Taylors Cattlebrand revolver and Randall Trailblazer Bowie knife

A single-action .45 Colt, such as the Taylors Cattlebrand, is a good outdoors revolver. This one is often carried in the Galco Wheelgunner holster along with a Randall Trailblazer knife.

In some places, fire, snow, and slush are just seasons. Some dream of living in a wild place, but very few become fully accustomed to isolation and inhospitable environments. I occasionally get into the wilder pines and valleys. It is energizing and in a very specific way relaxing, but one must be alert to danger at all times.

Some of the places are little known and others are historic. A focus on nature and a connection is important. This is the animals’ home, and they are a concern. The cute ones that run away with your sandwiches are only funny once. The big ones want a larger meal. A fear of animals is primal and worthy of study, despite reassuring statistics on animal attacks.

Dangerous animals are a concern when you are isolated from other humans. Just the same, closer to town people often encounter deadly attacks from feral dogs and dangerous guard dogs. These dogs are often owned by inadequate personality types that use the animal as a snarling growling prosthesis for their own shortcomings. Some of these folks have a lot to hide, or a crime to conceal, and have mistreated the animal to the point any human is fair game. This is understandable, but I am not willing to take the brunt of an attack for another man’s sins.

Truly feral dogs are more dangerous than wolves, as they do not fear humans. A wild bear or one of the big cats has a different motivation. They have no axe to grind with humanity. They demand a certain offset of space from humans to feel safe. When you invade that space, you will set off a number of reactions. It may be a demonstration and baring of teeth, particularly if they have young in tow. It may be a full blown attack without warning. When the animal only demonstrates you are lucky, and it is time to carefully retreat.

DM Bullard hippo holster with a revolver

An outdoors holster should carry the revolver high. Most of carry the revolver under a jacket or vest. The DM Bullard holster molded from Hippo hide is ideal and will last several lifetimes.

In the deep woods, the bears and big cats—not to mention wolves—are a danger. We like to have something on the hip for protection. Unfortunately, the bad guys sometimes make it to the back country as well, but that is another subject. We like to have something in the holster, or under the shoulder, in case of attack.

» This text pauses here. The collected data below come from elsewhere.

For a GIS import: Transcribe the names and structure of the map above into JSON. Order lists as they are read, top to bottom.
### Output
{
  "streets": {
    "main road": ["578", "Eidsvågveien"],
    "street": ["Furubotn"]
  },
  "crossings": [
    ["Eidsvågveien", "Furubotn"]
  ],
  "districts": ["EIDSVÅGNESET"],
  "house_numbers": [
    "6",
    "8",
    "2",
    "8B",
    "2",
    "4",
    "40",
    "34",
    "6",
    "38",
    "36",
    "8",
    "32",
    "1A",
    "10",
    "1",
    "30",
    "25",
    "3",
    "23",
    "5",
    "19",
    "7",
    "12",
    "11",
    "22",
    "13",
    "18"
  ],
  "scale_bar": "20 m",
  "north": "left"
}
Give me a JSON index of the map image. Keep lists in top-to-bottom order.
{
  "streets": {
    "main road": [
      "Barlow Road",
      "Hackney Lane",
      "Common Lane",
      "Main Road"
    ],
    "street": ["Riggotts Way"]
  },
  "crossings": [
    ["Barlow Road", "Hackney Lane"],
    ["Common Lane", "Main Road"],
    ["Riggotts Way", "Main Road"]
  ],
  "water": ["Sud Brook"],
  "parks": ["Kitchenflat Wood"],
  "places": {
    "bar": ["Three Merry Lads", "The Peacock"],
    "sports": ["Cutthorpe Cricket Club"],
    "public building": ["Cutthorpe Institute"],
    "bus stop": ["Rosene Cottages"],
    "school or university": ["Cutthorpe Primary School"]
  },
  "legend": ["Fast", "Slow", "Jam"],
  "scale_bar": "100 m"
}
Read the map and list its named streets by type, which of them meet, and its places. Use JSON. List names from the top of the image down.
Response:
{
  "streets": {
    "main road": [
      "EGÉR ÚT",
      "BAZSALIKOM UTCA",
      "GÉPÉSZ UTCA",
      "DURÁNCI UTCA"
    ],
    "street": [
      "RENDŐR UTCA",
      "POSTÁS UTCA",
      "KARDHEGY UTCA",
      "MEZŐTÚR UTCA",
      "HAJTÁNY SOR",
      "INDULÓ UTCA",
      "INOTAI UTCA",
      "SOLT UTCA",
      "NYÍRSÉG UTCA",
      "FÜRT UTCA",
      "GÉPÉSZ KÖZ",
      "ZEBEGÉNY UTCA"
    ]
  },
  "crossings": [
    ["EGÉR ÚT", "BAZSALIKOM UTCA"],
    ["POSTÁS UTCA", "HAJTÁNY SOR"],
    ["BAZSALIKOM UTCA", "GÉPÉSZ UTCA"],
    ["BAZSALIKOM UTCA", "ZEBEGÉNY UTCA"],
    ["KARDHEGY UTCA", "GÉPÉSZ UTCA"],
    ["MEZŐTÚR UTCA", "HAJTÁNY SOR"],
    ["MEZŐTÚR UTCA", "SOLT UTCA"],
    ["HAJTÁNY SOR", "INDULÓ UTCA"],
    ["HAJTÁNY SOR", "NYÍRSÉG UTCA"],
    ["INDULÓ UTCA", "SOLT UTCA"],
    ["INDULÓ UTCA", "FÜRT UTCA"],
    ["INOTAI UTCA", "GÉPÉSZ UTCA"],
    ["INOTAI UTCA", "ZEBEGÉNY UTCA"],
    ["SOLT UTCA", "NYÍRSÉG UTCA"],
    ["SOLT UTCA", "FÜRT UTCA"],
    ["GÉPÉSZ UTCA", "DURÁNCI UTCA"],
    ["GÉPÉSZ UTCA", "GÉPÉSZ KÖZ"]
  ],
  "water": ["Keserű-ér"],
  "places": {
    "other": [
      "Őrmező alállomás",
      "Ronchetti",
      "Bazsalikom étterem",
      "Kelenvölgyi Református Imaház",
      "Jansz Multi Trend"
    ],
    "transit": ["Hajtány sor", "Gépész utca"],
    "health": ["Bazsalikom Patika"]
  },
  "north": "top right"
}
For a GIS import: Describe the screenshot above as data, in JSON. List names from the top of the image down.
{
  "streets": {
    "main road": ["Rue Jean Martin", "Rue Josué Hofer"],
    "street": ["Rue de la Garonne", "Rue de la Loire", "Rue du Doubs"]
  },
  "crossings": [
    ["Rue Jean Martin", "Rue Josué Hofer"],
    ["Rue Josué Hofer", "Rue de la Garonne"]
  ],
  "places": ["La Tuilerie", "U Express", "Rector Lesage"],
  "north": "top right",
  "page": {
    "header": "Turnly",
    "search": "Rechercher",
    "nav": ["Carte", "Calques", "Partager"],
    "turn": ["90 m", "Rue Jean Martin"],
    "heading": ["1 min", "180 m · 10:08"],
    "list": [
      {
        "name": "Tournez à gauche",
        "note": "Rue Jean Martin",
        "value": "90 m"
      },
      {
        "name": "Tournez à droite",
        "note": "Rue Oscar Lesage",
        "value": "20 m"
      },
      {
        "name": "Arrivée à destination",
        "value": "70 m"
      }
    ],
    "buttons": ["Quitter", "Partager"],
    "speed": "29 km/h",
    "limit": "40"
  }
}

These animals attack in a very specific manner. They will bowl the victim over and go for the back, neck, or head. You need a handgun that may be pressed into the animal’s body and fired repeatedly to counter this attack. I did not make the rules, the animal did and these are very old rules.

A self-loading handgun would jam after the first shot if thrust into the animal’s body. The only automatic that I think might be viable is the Honor Defense 9mm with integrated frame set off. You would have a fighting chance with this handgun, provided you did not limp wrist the piece and cause a malfunction. Buffalo Bore offers a highly-developed maximum-penetration load that coupled with good shot placement might turn the tables on a bear.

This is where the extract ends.